The USI's 1997-98 National Poverty Survey of Third Level Colleges found that the average student living away from home spent £79.66 a month on alcohol, 60p more than he or she spends on groceries and college meals together.
This is a 29.9 per cent increase on the last USI survey in 1996, when students spent an average of £61.33 a month on alcohol.
The average student living at home spends £73.54 a month on alcohol, nearly £28 more than on the next-largest item of expenditure, clothes.
Intriguingly, students who live away from home spend nearly five times more on alcohol than they do on clothes.
They spend more than 21/2 times more on alcohol than on college books.

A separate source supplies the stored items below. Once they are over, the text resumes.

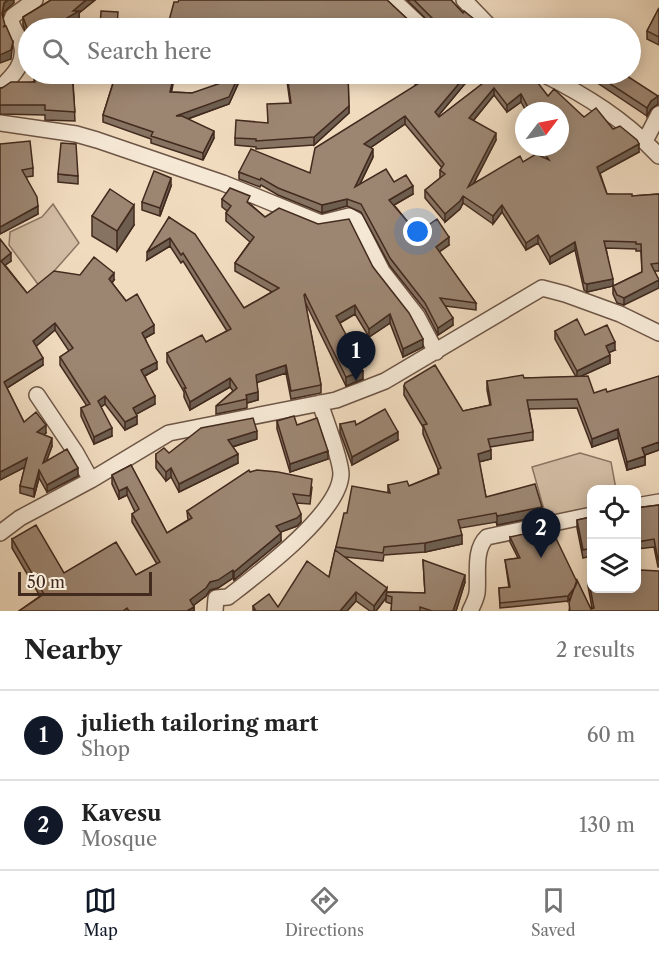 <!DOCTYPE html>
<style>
:root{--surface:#fff;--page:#f6f6f6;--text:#222;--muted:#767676;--line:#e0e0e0;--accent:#111827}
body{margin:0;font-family:"Libre Caslon Text",serif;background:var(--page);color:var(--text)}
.controls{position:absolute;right:18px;bottom:18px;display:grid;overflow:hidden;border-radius:12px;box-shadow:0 3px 15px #0003}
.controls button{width:54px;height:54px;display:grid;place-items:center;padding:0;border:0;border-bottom:2px solid var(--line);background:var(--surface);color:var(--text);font:30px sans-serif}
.compass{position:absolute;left:515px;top:102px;width:54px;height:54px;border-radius:50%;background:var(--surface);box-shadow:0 3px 15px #0003;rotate:58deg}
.scale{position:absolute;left:18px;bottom:15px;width:134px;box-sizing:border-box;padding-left:6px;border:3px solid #422a1e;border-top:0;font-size:16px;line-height:21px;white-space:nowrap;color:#422a1e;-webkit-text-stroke:4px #f5e8d5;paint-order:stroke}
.you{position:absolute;left:418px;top:232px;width:21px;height:21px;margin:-15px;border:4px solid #fff;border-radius:50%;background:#1a73e8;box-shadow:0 0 0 9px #1a73e833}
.badge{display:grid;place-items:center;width:39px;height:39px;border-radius:50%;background:var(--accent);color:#fff;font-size:20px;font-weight:700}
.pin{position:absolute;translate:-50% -50px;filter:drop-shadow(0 2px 3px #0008)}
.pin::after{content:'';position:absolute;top:32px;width:21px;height:18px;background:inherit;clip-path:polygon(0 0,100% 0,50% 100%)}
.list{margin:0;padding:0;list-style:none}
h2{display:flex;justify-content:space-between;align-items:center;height:78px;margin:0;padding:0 24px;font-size:26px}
h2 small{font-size:20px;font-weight:400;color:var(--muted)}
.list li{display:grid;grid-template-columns:39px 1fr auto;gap:18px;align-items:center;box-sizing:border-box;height:90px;padding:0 24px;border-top:2px solid var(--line)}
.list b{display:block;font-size:22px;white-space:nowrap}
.list p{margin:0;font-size:20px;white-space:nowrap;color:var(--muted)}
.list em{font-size:20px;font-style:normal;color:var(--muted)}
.icon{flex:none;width:33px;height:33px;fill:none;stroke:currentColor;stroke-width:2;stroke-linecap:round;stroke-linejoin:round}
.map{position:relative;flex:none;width:659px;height:611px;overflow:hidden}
.search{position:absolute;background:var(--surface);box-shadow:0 3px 15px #0003;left:18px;right:18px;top:18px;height:66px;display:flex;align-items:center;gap:15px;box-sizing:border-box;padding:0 21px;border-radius:33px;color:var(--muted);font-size:22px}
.sheet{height:258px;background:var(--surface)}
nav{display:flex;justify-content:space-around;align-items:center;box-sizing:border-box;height:84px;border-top:2px solid var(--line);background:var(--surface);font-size:16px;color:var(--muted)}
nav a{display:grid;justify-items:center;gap:3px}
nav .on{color:var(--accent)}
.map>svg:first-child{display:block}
.green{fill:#d2bda4;stroke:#8a7461;stroke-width:1.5}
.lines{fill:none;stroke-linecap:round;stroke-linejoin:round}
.minor-casing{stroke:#6e5646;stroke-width:18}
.minor{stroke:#f5e8d5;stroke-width:15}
.wall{fill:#867362;stroke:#422a1e;stroke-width:1.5;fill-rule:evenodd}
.shaded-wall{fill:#6d5e50;stroke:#422a1e;stroke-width:1.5}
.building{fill:#9c8672;stroke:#422a1e;stroke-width:1.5;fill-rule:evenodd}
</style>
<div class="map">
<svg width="659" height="611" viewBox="0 0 659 611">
<rect width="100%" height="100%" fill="#f0dbbf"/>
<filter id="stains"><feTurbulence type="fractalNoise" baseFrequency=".00333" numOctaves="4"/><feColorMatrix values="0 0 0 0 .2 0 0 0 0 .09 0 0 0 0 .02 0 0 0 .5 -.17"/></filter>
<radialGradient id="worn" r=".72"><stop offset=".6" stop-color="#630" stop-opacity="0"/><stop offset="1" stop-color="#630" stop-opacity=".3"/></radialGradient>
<!-- green -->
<path class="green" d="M53,204L79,243L40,287L9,245L10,232L42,217Z
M580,453L611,462L616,489L592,490L591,514L567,518L545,513L532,467Z"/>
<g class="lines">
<defs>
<path id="minor" d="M393,0L423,28
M464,0L491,28
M475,74H476
M543,74C587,96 625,120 659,156
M0,88C13,76 27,62 21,43C18,35 13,29 11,21L13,16L35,0
M0,123L76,134L97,140L223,183L321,223L349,216L356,220L382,271L417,316L436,352
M645,141L659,114
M37,395L76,453L91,480
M636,506L659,502
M0,533L20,518L91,480L169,433L336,400L385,381L542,288L565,294L620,314L659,333
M215,611L216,598L228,597C258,574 340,513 341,474C341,459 325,419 320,403
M470,611C473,605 476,599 477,593C479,576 473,550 487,537L592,515"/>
</defs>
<!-- minor casing -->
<use href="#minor" class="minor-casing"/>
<!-- minor -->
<use href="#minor" class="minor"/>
</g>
<!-- wall -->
<path class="wall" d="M51,0H95L79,13V19L63,28H28V39L23,25V17Z
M387,0L417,28H419H357L353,26L351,28H167L178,2Z
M407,0H451L463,13L430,28L431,24Z
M659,8V45L647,39V31Z
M34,74H116V75L172,92L192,93L238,84L229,104L188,119L214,138L203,160L151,143V139L103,122V115L113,83L98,80L73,81L75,121L45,120V115L0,114V88L34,82Z
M286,74H348L349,113L314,145L256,149V147L235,145V138L268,123L290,103Z
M404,74H468V80L438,116L439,117L495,74L548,96L584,117L613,129L639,152L600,173L607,194L632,196L659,194V271H654L624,305L617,303L613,294V286L642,272L641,251H636V249L606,248L613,286L587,292L584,290L575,250L550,264L538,243L526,250L502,212L493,224L463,203L460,209L445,222L425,198V190L440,178V170L442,168L405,124L370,148L373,157L360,184L394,182L413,194L394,205L417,233L449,245L439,252L476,303V310L445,306L453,325L438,335L425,310L390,266L361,212L347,206L322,213L278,195L261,185L260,187L239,179V172L310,173L416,85ZM494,95L507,112L521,102L526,111H560V147H546L542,150V156L523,162L474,183L496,140L473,121Z
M584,74H624L658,104L651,109L647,116Z
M0,144L33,168V176L26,177L38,214L0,234Z
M58,174L78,176V184L58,182Z
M171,186L160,216L142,210V202Z
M222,199L250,204L265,217L373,267L423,347L403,357L390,323L369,337L355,314L340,323L363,379L346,386L305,302L321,385V393L291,399L286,373L257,382L258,400L247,403V408L216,414V406L233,391L230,387L190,410L184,397V392L167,362V353L206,342L227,331L183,261L181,263L170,246L147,260L169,217L244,308L272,292L235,271V263L250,242L226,221V213L227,211L222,207Z
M92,216L134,225L117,251L92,236Z
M0,239L11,261L5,265L27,293L114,280L112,283L126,301L154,333L145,338L157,369L145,376L155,404L136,414L137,424L125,430L105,404L101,407L112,436L94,444L81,416V408L87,406L60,365V357L69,351L55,330L36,346L43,365L7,388L24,422L46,433L44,435L52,446L46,461L78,476L47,492L39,478L34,497L20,493V486L25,467L0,480Z
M555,331L585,335L615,350L609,352L610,363L581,376L594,393L607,392L659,450L645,455V465L627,470L618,438L592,447L577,408L529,409L533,432V440L490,447L491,459L479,462L486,497L542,516L497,525L496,522L460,528L462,544L425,552L384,555L383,561L345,557L387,592L425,593L423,560L465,582L456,611H391L392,604L386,602V598L376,611H370L356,601L347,611H253V606L278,607L329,577L336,547L347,513L388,493V485L409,486L438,474V469L423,434V427L404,395V386L463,411L490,405L487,390V381L524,378L576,377L555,339Z
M277,421L297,425L328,459L290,472L277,429Z
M340,424L356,425L398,440L352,465L340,432Z
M257,439L233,447L238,463L179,492L171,477L166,481L156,468V454L169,453Z
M131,465L167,533L188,520L187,511L250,472L312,487L310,504L296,503L301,522L297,526L280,532L281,541L234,580L233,578L218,588L210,590L206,596L194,605V611H19L40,596L12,548V539L64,573L136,575L157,564L132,522V514L135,512L127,495L119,499L112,484V475Z
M659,505V567H658L654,547L637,549L636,508Z
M591,517V556L583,558L577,528V520Z
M510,537L577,582L591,609L592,608L588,586V577L659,611H569L572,596L568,601L500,608L499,588H509L505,560L518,558L510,542Z"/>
<!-- shaded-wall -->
<path class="shaded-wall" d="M8,0H14V3L4,12L2,23V14L4,3Z
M86,0H95L79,13V19L63,28H50Z
M353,19V26L351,28H345Z
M13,42L11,59L0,63V55Z
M174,74H175L170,100V92Z
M467,74L468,80L435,120V112Z
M238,77V84L229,104L176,123V116Z
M494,88V95L469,126V118Z
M521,94V102L507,112V105Z
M658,96V104L651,109L647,116V108L651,101Z
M349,106V113L314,145V137Z
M405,116V124L364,152V144Z
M214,131V138L203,160V153Z
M496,133V140L468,194V187Z
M639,144V152L597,175V167Z
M373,149V157L355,194V187Z
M171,178V186L160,216V208Z
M413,186V194L389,208V200Z
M463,196V203L460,209L445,222V214Z
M347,199V206L322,213V205Z
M134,205V225L117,251V231Z
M502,205V212L493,224V216Z
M38,206V214L0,234V227Z
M538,235V243L526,250V243Z
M449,237V245L436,254V247Z
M170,238V246L147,260V252Z
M575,242V250L550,264V257Z
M11,253V261L1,268V261Z
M114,273V280L109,286V279Z
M613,279V286L587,292V284Z
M659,280V288L624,305V298Z
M355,305V314L336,325V316Z
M390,314V323L369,337V329Z
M453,318V325L438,335V328Z
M55,323V330L33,349V341Z
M154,325V333L142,340V333Z
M423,339V347L403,357V349Z
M615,342V350L606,354V346Z
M610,355V363L577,378V371Z
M43,358V365L4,390V382Z
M157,362V369L141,378V370Z
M286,365V373L256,383V375Z
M363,371V379L346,386V377Z
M230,378V387L190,410V402Z
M258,392V400L247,403L246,395Z
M105,396V404L98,409V401Z
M155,396V404L133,416V408Z
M137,416V424L125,430V422Z
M46,425V433L37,440V432Z
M112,428V436L94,444V437Z
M618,429V438L592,447V439Z
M257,431V439L228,448V440Z
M398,432V440L352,465V457Z
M52,438V446L43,471V463Z
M659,442V450L642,456V448Z
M491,450V459L478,462V454Z
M328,451V459L290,472V464Z
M238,454V463L179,492V484Z
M645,456V465L627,470V462Z
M27,458V466L0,480V472Z
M78,468V476L47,492V485Z
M171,468V477L166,481V472Z
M39,470V478L34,497V489Z
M127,487V495L119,499V491Z
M542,507V516L497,525V516Z
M301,514V522L297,526L276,534V526Z
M281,533V541L234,580V572Z
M462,535V544L425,552V543Z
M233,570V578L218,588L210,590L206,596L190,608V600L210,582Z
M465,575V582L456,611H453Z
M577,584V589L568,601V596Z
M387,588L386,598L376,611H374V606Z
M356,592V601L347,611H340Z
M194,607V611H187Z"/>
<!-- building -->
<path class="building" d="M0,0H8L4,3L2,14L5,25L3,27L6,26L13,42L11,50L0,55Z
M51,0H86L73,11H79L50,28H28V31L23,17Z
M179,0H387L417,28H419H367L353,19L345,28H167L174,2H178Z
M414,0H451L463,13L464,11L485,28H428H430L432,18Z
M659,8V37L647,31Z
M101,11L118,12L117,28H100Z
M34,74H72L75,112L45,110V105H0V88H2L11,82H35Z
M116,74H174L170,92L192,93L238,77L229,97L176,116H182L214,131L203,153L151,136L153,132L103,115Z
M287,74H348L349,106L314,137L256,141V139L235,138L236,120L268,123L267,104L291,103Z
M412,74H467L435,112L439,117L495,74H531L548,96L554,89L584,117L596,108L613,129L620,126L637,140L639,144L597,167L607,194H632V196L659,194V263L651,264L659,280L624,298L617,295L613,286L642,272L641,244H636V242L604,241L613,279L587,284L584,283L575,242L550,257L538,235L526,243L502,205L493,216L463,196L460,201L445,214L425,190L445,174L440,170L444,164L405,116L364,144L373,149L355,187L386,169L394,182L406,175L413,186L389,200L417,233L437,219L449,237L436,247L476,303L440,298L453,318L438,328L425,303L390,258L361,204L347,199L322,205L278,188L261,178L260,180L239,172L251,149L310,173L315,148L421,82ZM494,88L507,105L521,94L530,111H560V147H547L542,150L549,160L536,154L523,162L520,156L468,187L496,133L469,118Z
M595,74H624L658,96L651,101L647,108Z
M30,141L33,168L22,170L37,197L38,206L0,227V144Z
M61,143L76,144L78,176L58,174Z
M154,171L171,178L160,208L142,202Z
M230,188L250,196L247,202L265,217L279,208L318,224L349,219L373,267L409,313L423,339L403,349L390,314L369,329L355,305L336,316L350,342L348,344L363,371L346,377L305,294L304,295L321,385L291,391L286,365L256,375L258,392L246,395L247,399L216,406L237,388L230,378L190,402L184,388H186L167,353L202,335L206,342L231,329L183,253L181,255L170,238L147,252L169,217L195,234L244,308L279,288L235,263L254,237L226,213L231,206L222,199Z
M110,189L134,205L117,231L92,216Z
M0,239L11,253L1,261L27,293L54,271L80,275L94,257L114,273L109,279L126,301L137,294L154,325L142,333L157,362L141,370L155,396L133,408L137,416L125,422L105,396L98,401L112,428L94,437L81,408L90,404L60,357L73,348L55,323L33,341L43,358L4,382L24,422L36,412L46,425L37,432L52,438L43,463L67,449L78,468L47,485L39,470L34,489L20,486L27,458L0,472Z
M577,319L585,335L607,325L615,342L606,346L610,355L577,371L555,331Z
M435,365L463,411L491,405L487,381L523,375L524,378L588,376L594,393L606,389L607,392L659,376V442L642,448L645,456L627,462L618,429L592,439L577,399L527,400L533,432L488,439L491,450L478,454L486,497L535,484L542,507L497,516L496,513L458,520L462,535L425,543L384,547L383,553L336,547L344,513H347L352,486L390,493L388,485L407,481L409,486L439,474L438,469L441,468L423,425L427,424L404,386L405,383Z
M385,409L398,432L352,457L340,424L355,421L356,425Z
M294,416L297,425L317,418L328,451L290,464L277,421Z
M253,418L257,431L228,440L238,454L179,484L171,468L166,472L156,460V454L164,448L169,453L201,428Z
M131,465L167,533L192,518L187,511L249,470L250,472L257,470L278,472L312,479L310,496L293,494L301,514L297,518L276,526L281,533L234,572L233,570L218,580L210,582L206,588L190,600L194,607L187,611H129L127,608L123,611H19L44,594L12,539L36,525L64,573L116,542L136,575L160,562L132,514L139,509L127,487L119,491L112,475Z
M659,505V560H658L654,539L637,542L636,508Z
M591,517V548L583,550L577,520Z
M551,528L577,582L575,587L568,596L500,603L499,588L510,587L505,560L520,558L510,537Z
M335,550L387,588L374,606L356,592L340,611H256L253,606L269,594L278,607L307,561L329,577Z
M423,560L465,575L453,611H432L420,607V611H391L392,597L386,595L387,592L425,593Z
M640,570L659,571V611H570L569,603L577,580L591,609L594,608L588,577H591V588H636V579H640Z"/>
<rect width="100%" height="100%" filter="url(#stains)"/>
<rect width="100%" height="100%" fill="url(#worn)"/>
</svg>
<div class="controls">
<button><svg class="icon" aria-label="locate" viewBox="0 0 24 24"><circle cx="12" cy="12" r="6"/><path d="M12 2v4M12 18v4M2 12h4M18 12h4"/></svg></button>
<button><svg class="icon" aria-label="layers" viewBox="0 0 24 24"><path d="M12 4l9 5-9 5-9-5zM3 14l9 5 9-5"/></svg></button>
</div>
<svg class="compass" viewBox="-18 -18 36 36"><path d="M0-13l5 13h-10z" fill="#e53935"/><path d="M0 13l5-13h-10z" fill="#767676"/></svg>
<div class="scale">50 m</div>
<div class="you"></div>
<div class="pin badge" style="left:356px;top:381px">1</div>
<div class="pin badge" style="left:541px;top:558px">2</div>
<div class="search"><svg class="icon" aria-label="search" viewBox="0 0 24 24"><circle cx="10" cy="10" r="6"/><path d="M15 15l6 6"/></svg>Search here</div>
</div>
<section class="sheet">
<h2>Nearby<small>2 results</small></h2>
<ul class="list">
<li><span class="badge">1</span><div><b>julieth tailoring mart</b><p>Shop</p></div><em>60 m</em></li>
<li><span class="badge">2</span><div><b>Kavesu</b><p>Mosque</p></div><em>130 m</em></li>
</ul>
</section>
<nav>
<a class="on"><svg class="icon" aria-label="map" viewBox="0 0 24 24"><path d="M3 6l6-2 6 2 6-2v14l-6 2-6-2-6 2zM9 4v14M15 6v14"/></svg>Map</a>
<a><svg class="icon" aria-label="directions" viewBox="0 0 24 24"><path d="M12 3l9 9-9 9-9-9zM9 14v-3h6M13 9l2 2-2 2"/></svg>Directions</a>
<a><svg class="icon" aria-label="saved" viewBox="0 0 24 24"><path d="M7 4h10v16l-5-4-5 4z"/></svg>Saved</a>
</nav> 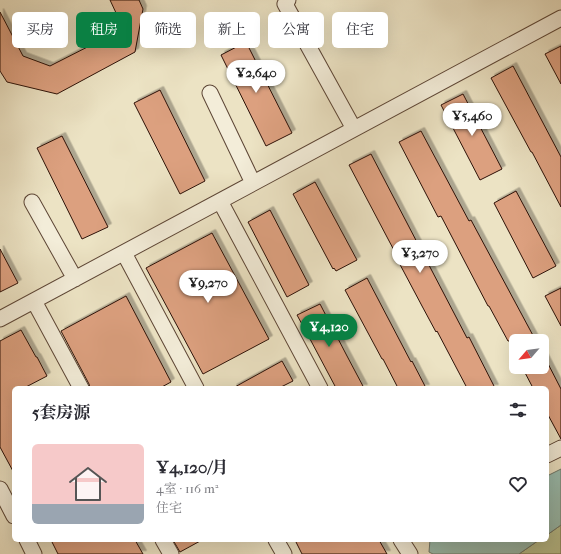 <!DOCTYPE html>
<html lang="zh">
<head>
<meta charset="utf-8">
<style>
  :root { --surface:#fff; --page:#f2f2f3; --text:#2b2b33; --muted:#7c7c81; --line:#e1e1e2; --accent:#0b8043 }
  body { margin:0; font-family:"IM FELL French Canon","Noto Serif SC",serif; background:var(--page); color:var(--text); height:100vh; display:flex; flex-direction:column; font-size:15px; white-space:nowrap }
  * { box-sizing:border-box; margin:0 }
  p { font-size:13px; color:var(--muted) }
  .icon { flex:none; width:22px; height:22px; fill:none; stroke:currentColor; stroke-width:2; stroke-linecap:round; stroke-linejoin:round }
  .map { position:relative; flex:1; overflow:hidden }
  .sheet { position:absolute; left:12px; top:386px; width:537px; height:156px; display:flex; flex-direction:column; background:var(--surface); border-radius:6px; box-shadow:0 4px 16px #0002 }
  .sheet>* { flex:none }
  .top-card { position:absolute; left:12px; top:12px; width:537px; height:36px; display:flex; gap:8px }
  .needle { width:26px; rotate:242deg }
  .controls { position:absolute; left:509px; top:334px; display:grid; gap:8px }
  .controls a { display:grid; place-items:center; width:40px; height:40px; border-radius:6px; background:var(--surface); box-shadow:0 4px 16px #0002; font-size:20px }
  .price { position:absolute; translate:-50% -34px; padding:0 9px; border-radius:14px; background:#fff; color:#222; font-size:13px; line-height:26px; filter:drop-shadow(0 1px 2px #0008) }
  .price::after { content:''; position:absolute; left:50%; top:24px; width:12px; height:9px; margin-left:-6px; background:inherit; clip-path:polygon(0 0,100% 0,50% 100%) }
  .price.on { background:var(--accent); color:#fff }
  ul { padding:0; list-style:none }
  li { display:flex; align-items:center; gap:12px; height:100px; padding:0 20px }
  li+li { border-top:1px solid var(--line) }
  li span { display:grid; place-items:center; flex:none; width:112px; height:80px; border-radius:6px; color:#555 }
  li>.icon { margin-inline-start:auto }
  span .icon { width:48px; height:48px; fill:#fffc; stroke-width:1 }
  li b { font-size:17px }
  h2 { display:flex; justify-content:space-between; align-items:center; height:48px; padding:0 20px; font-size:17px }
  .pill { padding:0 14px; border-radius:6px; background:var(--surface); box-shadow:0 4px 16px #0002; font-size:14px; line-height:36px }
  .pill.on { background:var(--accent); color:#fff }
  .map>svg:first-child { display:block }
  .green { fill:#bac392; stroke:#746a4c }
  .water { fill:#99beb1; stroke:#6e796d }
  .building { fill:#dca07f; stroke:#2d1207; filter:url(#shadow) }
  .lines { fill:none; stroke-linecap:round; stroke-linejoin:round }
  .street-casing { stroke:#5d4636; stroke-width:17 }
  .street { stroke:#f3edd9; stroke-width:15 }
</style>
</head>
<body>
<div class="map">
<svg width="561" height="554" viewBox="0 0 561 554">
  <defs>
    <filter id="shadow"><feDropShadow dx="3.5" dy="-3.5" stdDeviation="0" flood-color="#0004"/></filter>
  </defs>
  <rect width="100%" height="100%" fill="#ece3c4"/>
  <filter id="stains"><feTurbulence type="fractalNoise" baseFrequency=".005" numOctaves="4"/><feColorMatrix values="0 0 0 0 .2 0 0 0 0 .09 0 0 0 0 .02 0 0 0 .5 -.17"/></filter>
  <radialGradient id="worn" r=".72"><stop offset=".6" stop-color="#630" stop-opacity="0"/><stop offset="1" stop-color="#630" stop-opacity=".3"/></radialGradient>
  <path class="green" d="M561,525V554H519L539,540H547V535Z"/>
  <path class="water" d="M561,469V525L547,535V476Z
    M430,540H539L519,554H433L429,552Z"/>
  <path class="building" d="M110,0H139L143,9L135,52L57,94L7,82L0,71V12L23,56L50,66L111,35L117,15Z
    M246,42L292,133L266,146L221,55Z
    M561,46V84L545,54Z
    M513,66L561,157V207L532,152H531L491,78Z
    M160,90L205,181L180,194L134,103Z
    M463,94L502,169L480,180L441,105Z
    M421,131L469,221L471,220L536,341H508L489,306H488L441,216L438,217L399,142Z
    M62,136L108,227L82,239L37,148Z
    M371,154L467,338L469,337L495,388H467L437,331L436,332L422,306L396,257L397,256L349,165Z
    M315,182L357,260L336,271L334,268L333,269L293,194Z
    M516,191L556,266L533,278L494,203Z
    M270,210L309,285L287,297L248,222Z
    M212,233L269,339L203,374L146,268Z
    M0,249L18,283L0,292Z
    M367,278L411,362L412,361L426,388H398L383,359H382L345,290Z
    M561,288V326L545,296Z
    M126,296L171,382L160,388H90L89,384L61,331Z
    M320,304L347,356L364,388H336L310,339L297,315Z
    M21,330L36,357H37L47,376L24,388H14V473L0,447V341Z
    M542,352L561,389V439L547,413V388H533L522,367H542Z
    M282,361L293,381L279,388H233Z
    M51,540H135L143,554H58Z
    M173,540H202L180,552Z
    M295,540H379L387,554H302Z"/>
  <g class="lines">
    <g class="street-casing">
      <path id="street" d="M288,0L285,4L354,129
        M210,93L253,183
        M220,201L320,388
        M32,202L75,279
        M124,253L196,388
        M34,301L81,388
        M0,319L561,18
        M547,455L561,448
        M0,489L14,516
        M27,540L34,554
        M163,540L171,554
        M276,540L284,554
        M401,540L410,554"/>
    </g>
    <use href="#street" class="street"/>
  </g>
  <rect width="100%" height="100%" filter="url(#stains)"/>
  <rect width="100%" height="100%" fill="url(#worn)"/>
</svg>
<div class="controls">
<a><svg class="needle" viewBox="-14 -14 28 28"><path d="M0-13l5 13h-10z" fill="#e53935"/><path d="M0 13l5-13h-10z" fill="#7c7c81"/></svg></a>
</div>
<b class="price" style="left:256px;top:94px">¥2,640</b>
<b class="price" style="left:472px;top:137px">¥5,460</b>
<b class="price" style="left:420px;top:274px">¥3,270</b>
<b class="price" style="left:208px;top:304px">¥9,270</b>
<b class="price on" style="left:329px;top:348px">¥4,120</b>
<div class="top-card">
<a class="pill">买房</a>
<a class="pill on">租房</a>
<a class="pill">筛选</a>
<a class="pill">新上</a>
<a class="pill">公寓</a>
<a class="pill">住宅</a>
</div>
<section class="sheet">
<h2>5套房源<svg class="icon" aria-label="filters" viewBox="0 0 24 24"><path d="M4 7h16M4 17h16"/><circle cx="9" cy="7" r="2"/><circle cx="15" cy="17" r="2"/></svg></h2>
<ul>
<li><span style="background:linear-gradient(#f6c9c9 75%,#9aa5b1 0)"><svg class="icon" aria-label="home" viewBox="0 0 24 24"><path d="M3 11l9-7 9 7M6 9v11h12V9"/></svg></span><div><b>¥4,120/月</b><p>4室 · 116 m²</p><p>住宅</p></div><svg class="icon" aria-label="heart" viewBox="0 0 24 24"><path d="M12 20l-8-8c-3-5 5-10 8-4 3-6 11-1 8 4z"/></svg></li>
</ul>
</section>
</div>
</body>
</html>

Students living away from home say they spend £3.12 a month on contraception.
Those still living at home - perhaps because they have fewer opportunities for sex - say they spend less than half this amount, only £1.33 a month.
The USI president, Mr Colman Byrne, said two types of students were emerging, the 50 per cent who are grant-aided and "a class of more affluent students who have more money and can get out more."
"I'm surprised at how many of them can even afford to take holidays during the academic year," he said.
"But they're not the ones we're worried about. We're worried about the ones you don't see in the pub, who are working 20-30 hours a week to try to get enough money to feed themselves."
The survey found that 57 per cent of students have to take a part-time job to help pay their way through college.
Fifty-nine per cent of these said that working had a negative impact on their studies.
Seventy-one per cent had no written contract of employment.
Fifty-one per cent of students living away from home and receiving a maintenance grant of £45.90 a week are paying more than £40 a week for accommodation.
Average accommodation costs have jumped from an average of £120.19 a month two years ago to £135.46 month.